>>>
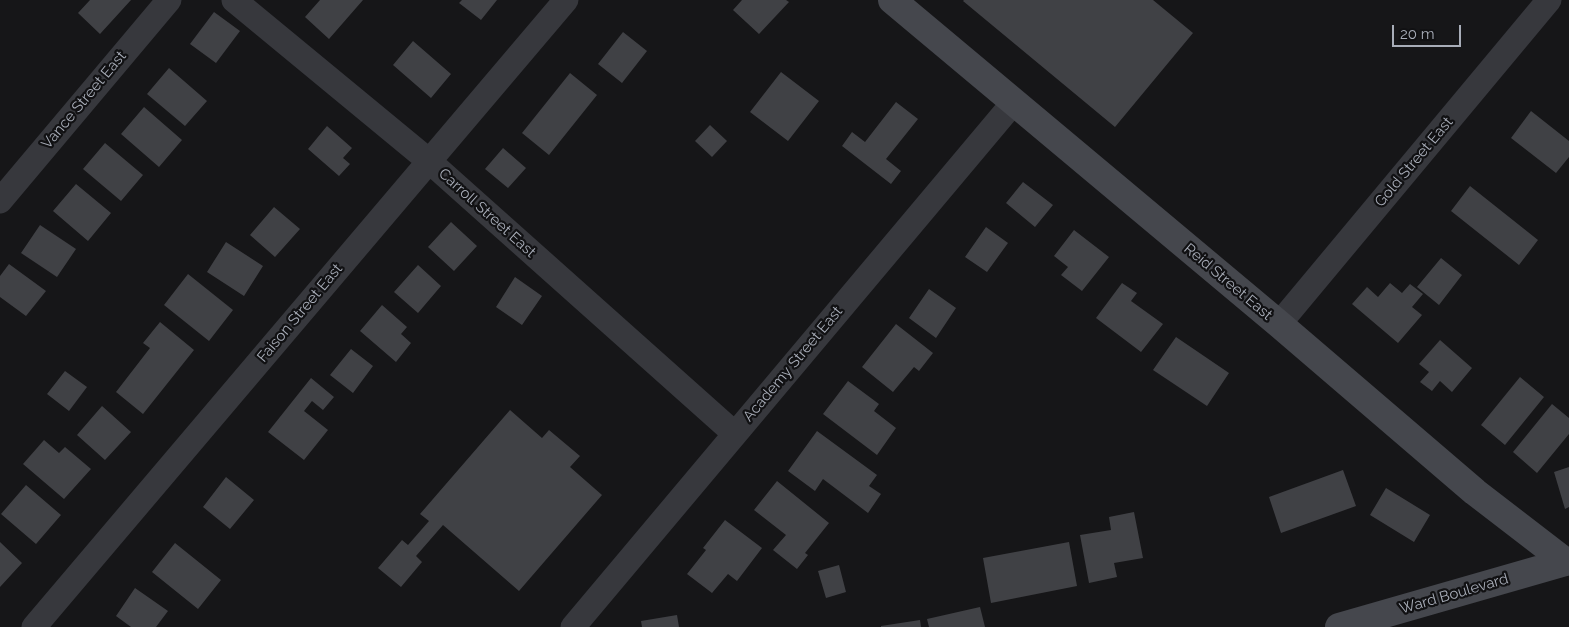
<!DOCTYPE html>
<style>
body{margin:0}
#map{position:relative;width:1569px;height:627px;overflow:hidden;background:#161618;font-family:Raleway,sans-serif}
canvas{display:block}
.scale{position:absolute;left:1392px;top:25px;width:69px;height:22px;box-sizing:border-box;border:2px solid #a8adb8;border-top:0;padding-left:6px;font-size:15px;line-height:18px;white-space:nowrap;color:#a8adb8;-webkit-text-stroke:4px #111113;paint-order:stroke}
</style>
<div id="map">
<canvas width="1569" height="627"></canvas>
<div class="scale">20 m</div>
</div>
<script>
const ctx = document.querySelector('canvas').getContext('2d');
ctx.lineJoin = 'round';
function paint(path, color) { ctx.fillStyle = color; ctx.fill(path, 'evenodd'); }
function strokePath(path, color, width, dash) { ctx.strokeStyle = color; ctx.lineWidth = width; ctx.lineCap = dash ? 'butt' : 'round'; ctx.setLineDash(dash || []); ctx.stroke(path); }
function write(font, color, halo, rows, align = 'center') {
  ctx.font = font + ' Raleway,sans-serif'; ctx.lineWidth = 4.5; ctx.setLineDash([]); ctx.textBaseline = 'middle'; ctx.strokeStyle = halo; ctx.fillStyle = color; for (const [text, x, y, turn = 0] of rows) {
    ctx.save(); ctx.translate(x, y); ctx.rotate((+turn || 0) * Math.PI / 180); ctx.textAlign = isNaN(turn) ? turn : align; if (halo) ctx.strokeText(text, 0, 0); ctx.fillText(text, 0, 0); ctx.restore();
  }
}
const building = new Path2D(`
 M90 0H131L100 34 78 13Z
 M320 0H363L329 39 305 17Z
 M462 0H497L481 20 459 3Z
 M742 0H786L789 2 759 34 733 10Z
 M964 0H1153L1193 33 1115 127 963 1Z
 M214 12 240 31 216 63 190 44Z
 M623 32 647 51 622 83 598 64Z
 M413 41 451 74 431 98 393 65Z
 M169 68 207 101 185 126 147 94Z
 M781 72 819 101 788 141 750 112Z
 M570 73 597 95 549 155 522 133Z
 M896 102 918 119 886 159 901 171 891 184 842 146 852 132 865 142Z
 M144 107 182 140 159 167 121 134Z
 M1531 111 1569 141V157L1556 173 1511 138Z
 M710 125 727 141 712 157 695 141Z
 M327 126 352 148 343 158 350 164 339 176 308 149Z
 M105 143 143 175 121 201 83 169Z
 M503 148 526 168 508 188 485 169Z
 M1023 182 1053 205 1035 227 1006 203Z
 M76 184 111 213 88 241 53 211Z
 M1470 186 1538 240 1519 265 1451 211Z
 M274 207 300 229 275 257 250 235Z
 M451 222 477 246 454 271 428 247Z
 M40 225 76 249 57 277 21 253Z
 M986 227 1008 243 987 272 965 257Z
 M1074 230 1109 257 1082 291 1061 275 1068 267 1054 256Z
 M226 242 263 266 244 296 207 272Z
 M1441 258 1462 275 1439 305 1417 287Z
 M9 264 46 291 26 316 0 297V276Z
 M418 265 441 286 418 313 394 292Z
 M188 274 233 310 209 341 164 305Z
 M515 277 542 296 522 325 496 307Z
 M1122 283 1137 293 1131 301 1163 324 1141 352 1096 318Z
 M1390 283 1402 293 1410 284 1423 294 1412 307 1422 315 1398 343 1352 304 1367 287 1378 297Z
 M929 289 956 308 936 338 909 318Z
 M382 305 407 327 401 334 411 343 396 362 360 331Z
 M160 322 194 350 143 414 116 392 150 348 143 343Z
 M896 324 933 353 919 371 914 367 893 392 862 367Z
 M1176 337 1229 373 1207 406 1153 370Z
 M1440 340 1472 368 1452 392 1440 381 1432 391 1420 382 1429 372 1419 364Z
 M351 349 373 366 353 393 330 375Z
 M65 371 87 387 69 411 47 394Z
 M1520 377 1544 397 1505 445 1481 425Z
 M311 378 334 397 323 410 312 401 304 411 328 430 304 460 268 432Z
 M848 381 879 404 874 411 896 428 877 455 823 414Z
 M1552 404 1569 418V434L1537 473 1513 452Z
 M102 406 131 432 105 460 77 435Z
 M510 410 542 438 549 430 580 456 570 467 602 495 519 591 443 525 416 556 422 562 401 587 378 568 402 540 408 545 429 521 420 514Z
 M817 431 877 475 869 486 881 494 868 513 823 479 815 491 788 471Z
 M44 440 59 453 65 447 91 469 64 499 23 464Z
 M1569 467V507L1565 509 1554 472Z
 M1343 470 1356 506 1281 533 1269 497Z
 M226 477 254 500 230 529 203 507Z
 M777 481 829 523 805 553 808 555 797 569 773 550 786 535 754 510Z
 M26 485 61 515 36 544 1 514Z
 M1386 488 1430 515 1414 542 1370 515Z
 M1134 512 1143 558 1114 563 1117 577 1089 583 1080 535 1111 530 1109 517Z
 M725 520 762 548 737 581 728 574 712 593 687 574 706 550 703 548Z
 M0 542 22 563 0 587Z
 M1069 542 1077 586 991 603 983 558Z
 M175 543 221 580 198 609 152 572Z
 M839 565 846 592 826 598 818 571Z
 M135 588 168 611 156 627H131L116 616Z
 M980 607 985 627H929L927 619Z
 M677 615 679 627H642L641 621Z
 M920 620 921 627H881V626Z`);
const street = new Path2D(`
 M234 0 429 161 735 434
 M0 201 169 0
 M1279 324 1549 0
 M34 627 566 0
 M573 627 1014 102`);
const secondary = new Path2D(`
 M892 0 1279 324 1475 492 1566 562
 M1339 627 1569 561`);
const streetNames = [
 ["Vance Street East",84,100,-50],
 ["Gold Street East",1414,162,-50],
 ["Carroll Street East",487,213,42],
 ["Reid Street East",1228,282,40],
 ["Faison Street East",300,313,-50],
 ["Academy Street East",793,364,-50],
 ["Ward Boulevard",1454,594,-16]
];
paint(building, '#404145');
strokePath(street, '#37383d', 25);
strokePath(secondary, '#45474d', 28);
write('15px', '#a8adb8', '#111113', streetNames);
</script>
<<<
--- Problem to work on ---
What is needed is the exact run of lines from the start of the data through the line with "M1470 186 1538 240 1519 265 1451 211Z", both ends included, minus the pictures.

--- Response to the exercise ---
<!DOCTYPE html>
<style>
body{margin:0}
#map{position:relative;width:1569px;height:627px;overflow:hidden;background:#161618;font-family:Raleway,sans-serif}
canvas{display:block}
.scale{position:absolute;left:1392px;top:25px;width:69px;height:22px;box-sizing:border-box;border:2px solid #a8adb8;border-top:0;padding-left:6px;font-size:15px;line-height:18px;white-space:nowrap;color:#a8adb8;-webkit-text-stroke:4px #111113;paint-order:stroke}
</style>
<div id="map">
<canvas width="1569" height="627"></canvas>
<div class="scale">20 m</div>
</div>
<script>
const ctx = document.querySelector('canvas').getContext('2d');
ctx.lineJoin = 'round';
function paint(path, color) { ctx.fillStyle = color; ctx.fill(path, 'evenodd'); }
function strokePath(path, color, width, dash) { ctx.strokeStyle = color; ctx.lineWidth = width; ctx.lineCap = dash ? 'butt' : 'round'; ctx.setLineDash(dash || []); ctx.stroke(path); }
function write(font, color, halo, rows, align = 'center') {
  ctx.font = font + ' Raleway,sans-serif'; ctx.lineWidth = 4.5; ctx.setLineDash([]); ctx.textBaseline = 'middle'; ctx.strokeStyle = halo; ctx.fillStyle = color; for (const [text, x, y, turn = 0] of rows) {
    ctx.save(); ctx.translate(x, y); ctx.rotate((+turn || 0) * Math.PI / 180); ctx.textAlign = isNaN(turn) ? turn : align; if (halo) ctx.strokeText(text, 0, 0); ctx.fillText(text, 0, 0); ctx.restore();
  }
}
const building = new Path2D(`
 M90 0H131L100 34 78 13Z
 M320 0H363L329 39 305 17Z
 M462 0H497L481 20 459 3Z
 M742 0H786L789 2 759 34 733 10Z
 M964 0H1153L1193 33 1115 127 963 1Z
 M214 12 240 31 216 63 190 44Z
 M623 32 647 51 622 83 598 64Z
 M413 41 451 74 431 98 393 65Z
 M169 68 207 101 185 126 147 94Z
 M781 72 819 101 788 141 750 112Z
 M570 73 597 95 549 155 522 133Z
 M896 102 918 119 886 159 901 171 891 184 842 146 852 132 865 142Z
 M144 107 182 140 159 167 121 134Z
 M1531 111 1569 141V157L1556 173 1511 138Z
 M710 125 727 141 712 157 695 141Z
 M327 126 352 148 343 158 350 164 339 176 308 149Z
 M105 143 143 175 121 201 83 169Z
 M503 148 526 168 508 188 485 169Z
 M1023 182 1053 205 1035 227 1006 203Z
 M76 184 111 213 88 241 53 211Z
 M1470 186 1538 240 1519 265 1451 211Z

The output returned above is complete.